The default API uses a proc-macro attribute:
use std::f64::consts::PI;
struct Circle { radius: f64 }
struct Rect { w: f64, h: f64 }
struct Triangle { a: f64, b: f64, c: f64 }
// 1. Define trait — list hot types in the attribute
#[devirt::devirt(Circle, Rect)]
pub trait Shape {
fn area(&self) -> f64;
fn perimeter(&self) -> f64;
fn scale(&mut self, factor: f64);
}
// 2. Hot type — vtable-cmp match, direct inlined call
#[devirt::devirt]
impl Shape for Circle {
fn area(&self) -> f64 { PI * self.radius * self.radius }
fn perimeter(&self) -> f64 { 2.0 * PI * self.radius }
fn scale(&mut self, factor: f64) { self.radius *= factor; }
}
#[devirt::devirt]
impl Shape for Rect {
fn area(&self) -> f64 { self.w * self.h }
fn perimeter(&self) -> f64 { 2.0 * (self.w + self.h) }
fn scale(&mut self, factor: f64) { self.w *= factor; self.h *= factor; }
}
// 3. Cold type — falls back to vtable
#[devirt::devirt]
impl Shape for Triangle {
fn area(&self) -> f64 {
let s = (self.a + self.b + self.c) / 2.0;
(s * (s - self.a) * (s - self.b) * (s - self.c)).sqrt()
}
fn perimeter(&self) -> f64 { self.a + self.b + self.c }
fn scale(&mut self, factor: f64) {
self.a *= factor; self.b *= factor; self.c *= factor;
}
}
// 4. Use — completely normal dyn Trait
fn total_area(shapes: &[Box<dyn Shape>]) -> f64 {
shapes.iter().map(|s| s.area()).sum()
}If you prefer zero proc-macro dependencies, disable the default macros
feature:
[dependencies]
devirt = { version = "0.2", default-features = false }Then use the declarative macro:
devirt::devirt! {
pub trait Shape [Circle, Rect] {
fn area(&self) -> f64;
fn perimeter(&self) -> f64;
fn scale(&mut self, factor: f64);
}
}
devirt::devirt! {
impl Shape for Circle {
fn area(&self) -> f64 { PI * self.radius * self.radius }
fn perimeter(&self) -> f64 { 2.0 * PI * self.radius }
fn scale(&mut self, factor: f64) { self.radius *= factor; }
}
}Both APIs produce identical expanded code.

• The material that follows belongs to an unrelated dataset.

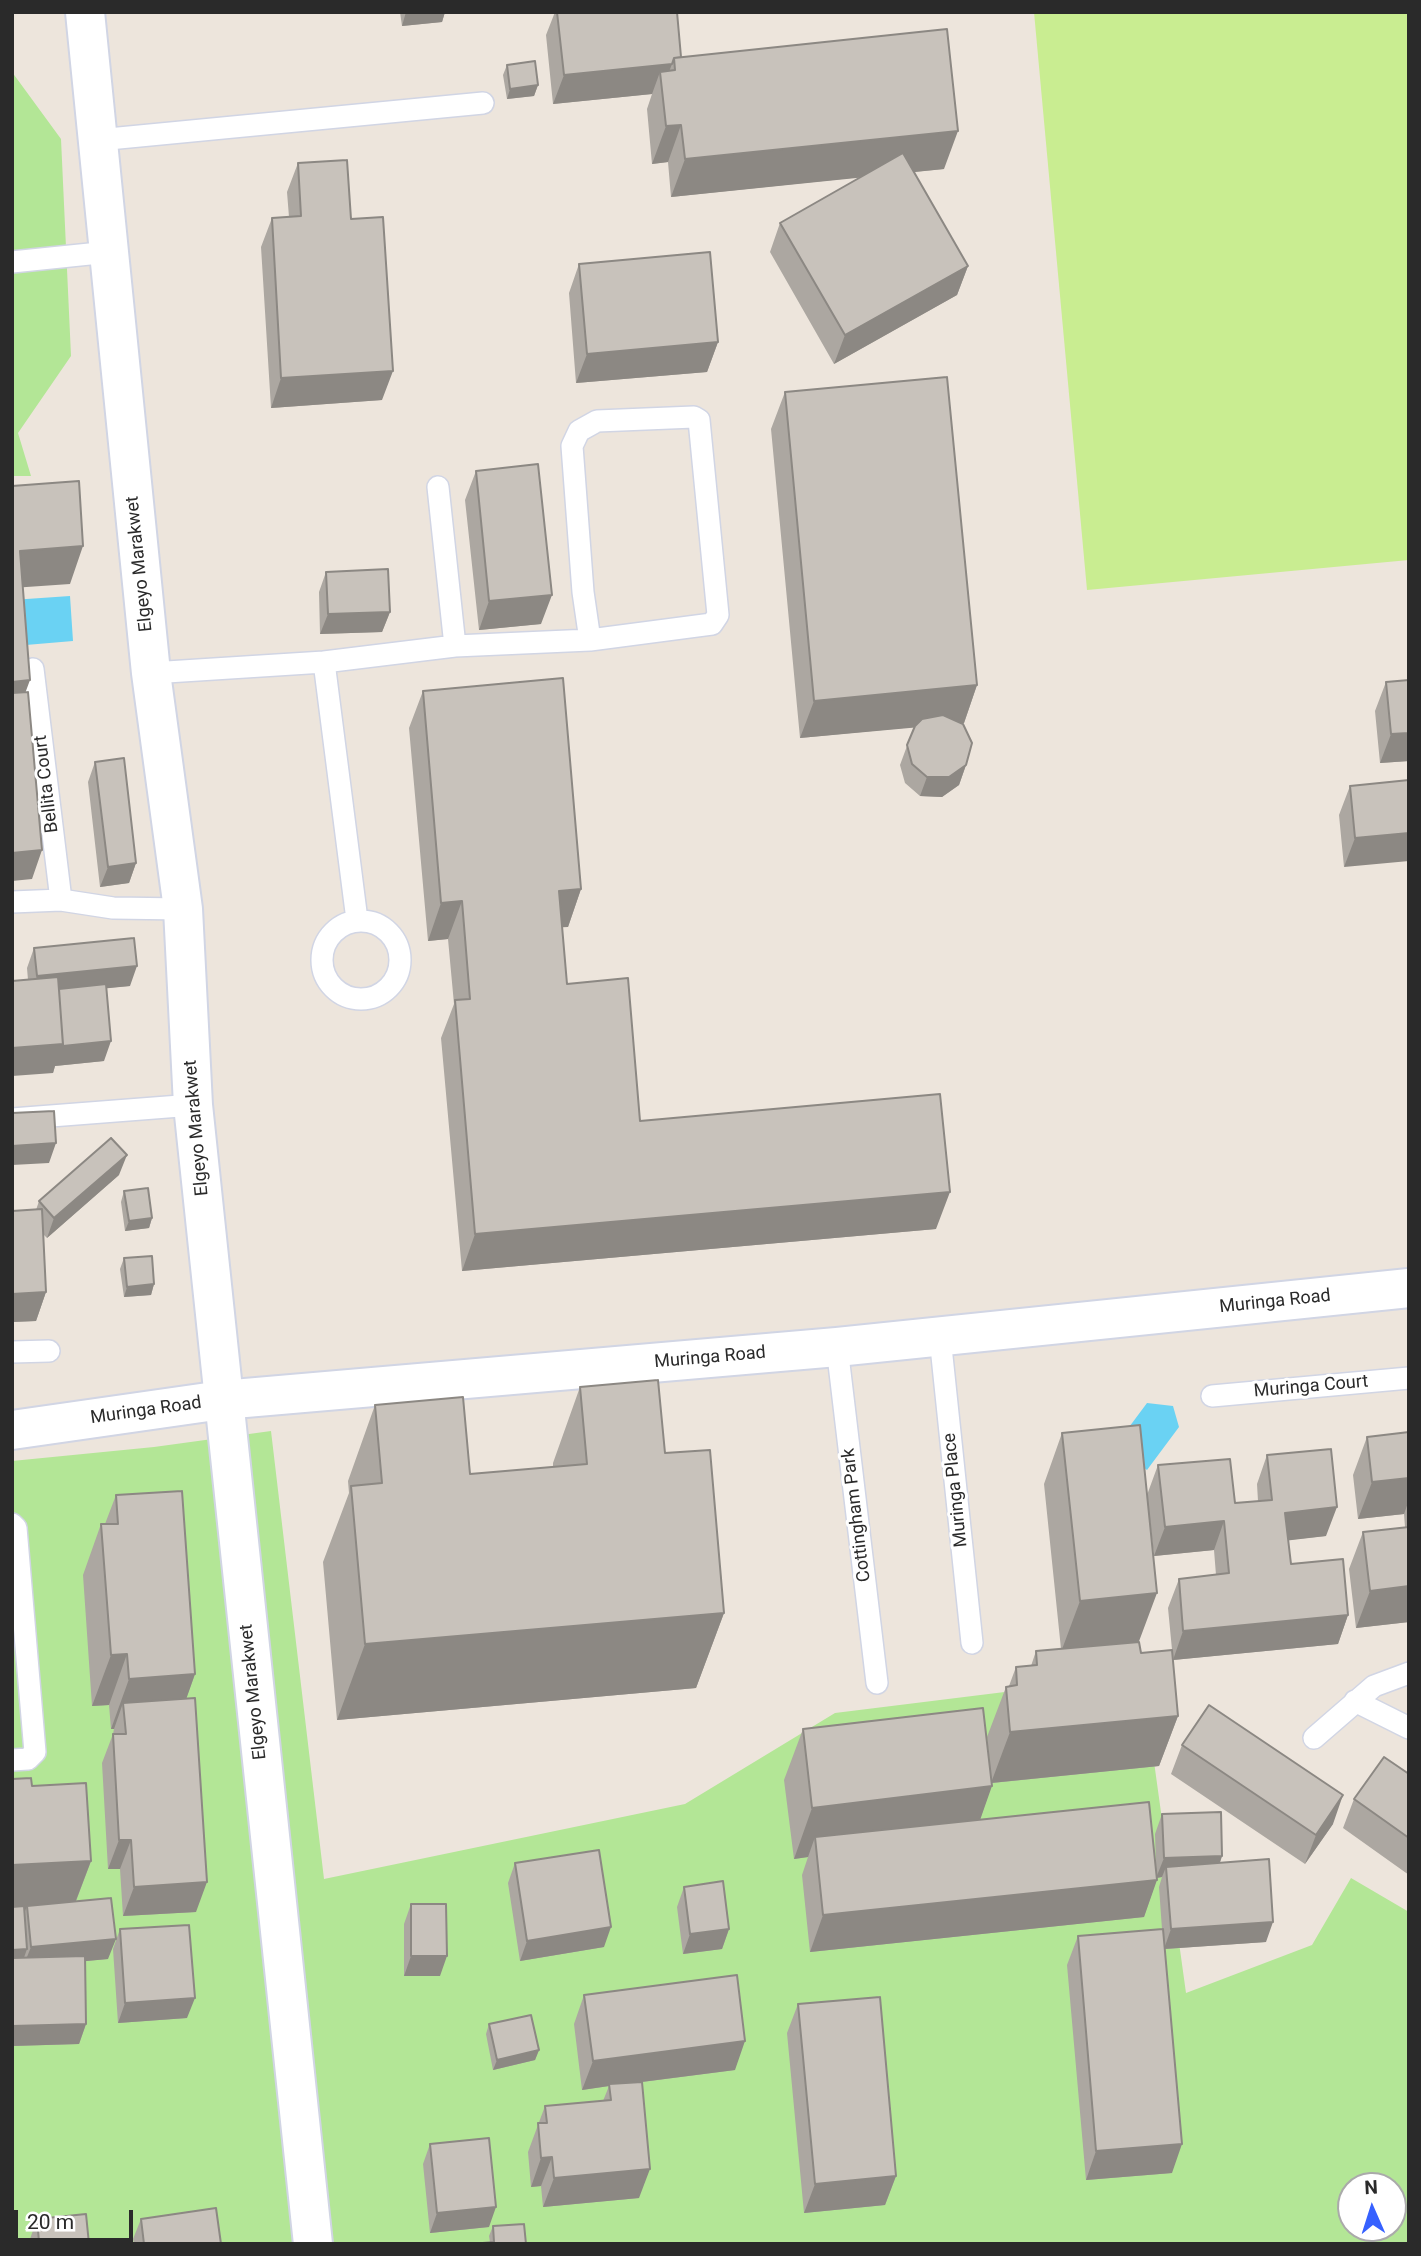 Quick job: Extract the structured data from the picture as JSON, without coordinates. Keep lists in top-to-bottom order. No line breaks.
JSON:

The proc-macro attribute automatically emits dispatch shims for
dyn Trait + Send, dyn Trait + Sync, and dyn Trait + Send + Sync.
This means Box<dyn Shape + Send> and &(dyn Shape + Send + Sync)
benefit from devirtualization without any extra annotation:
fn total_area_send(shapes: &[Box<dyn Shape + Send>]) -> f64 {
shapes.iter().map(|s| s.area()).sum()
}Auto traits do not change the vtable layout, so the delegation is
zero-cost — LLVM eliminates it entirely with #[inline(always)].
Note: The declarative macro (
default-features = false) does not emit auto-trait inherent impls. Use the proc-macro attribute fordyn Trait + Sendsupport.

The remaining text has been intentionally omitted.